The disorder
The third window
Everything about SSCD follows from one idea: a hole that should not be there. Grasp the third-window mechanism and the whole symptom list becomes predictable.
Two windows, then three
The inner ear normally has two flexible windows that let sound waves move through it. In SSCD a third opening appears where bone is missing. Sound and pressure now escape through that opening — stirring the balance organ (dizziness) and stealing energy from hearing.

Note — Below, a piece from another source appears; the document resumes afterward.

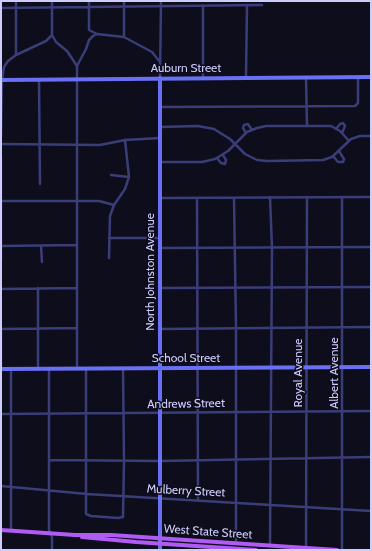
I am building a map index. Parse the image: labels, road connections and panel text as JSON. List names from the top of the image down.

Normally the stapes drives fluid in at the oval window and the round window relieves it — two windows. A dehiscence adds a third window at the top of the superior canal, a low-impedance path that diverts acoustic and pressure energy.1 Toggle the model:
The third window splits the consequences neatly. Mechanically, sound and pressure deflect the cupula of the superior canal — sound/pressure-induced vertigo with eye movements in that canal’s plane. Acoustically, energy shunted from the cochlea lowers air-conduction thresholds (and the third window enhances bone conduction) — producing the low-frequency air–bone gap and bone-conduction hyperacusis.1
One mechanism, two symptom clusters
The same leak produces a vestibular cluster (sound/pressure vertigo, oscillopsia, chronic imbalance) and an auditory cluster (autophony, bone-conduction hyperacusis, pulsatile tinnitus, the pseudo-conductive gap). Holding the third window in mind lets you predict which tests will be abnormal — explored in Diagnosis & tests. For the normal canal and otolith physiology this builds on, see Physiology and Anatomy.
Why the bone is missing
A temporal-bone survey found frank dehiscence in ~0.5% and critically thin bone in ~1.4%, suggesting a developmental failure of the bone to thicken after birth.2 Most authorities favour a two-hit model: a congenitally thin roof that becomes symptomatic only after a second event — head trauma, a rise in intracranial pressure, or erosion against the middle-fossa dura or superior petrosal sinus.3 The same mechanism over other sites gives the related third-window lesions.
Key points
- SSCD adds a third window to the normal oval and round windows.
- Shunted energy stimulates the superior canal (vertigo) and diverts sound from the cochlea (air–bone gap).
- Enhanced bone conduction explains autophony and bone-conduction hyperacusis.
- A congenitally thin roof plus a second hit (trauma, raised ICP) is the favoured aetiology.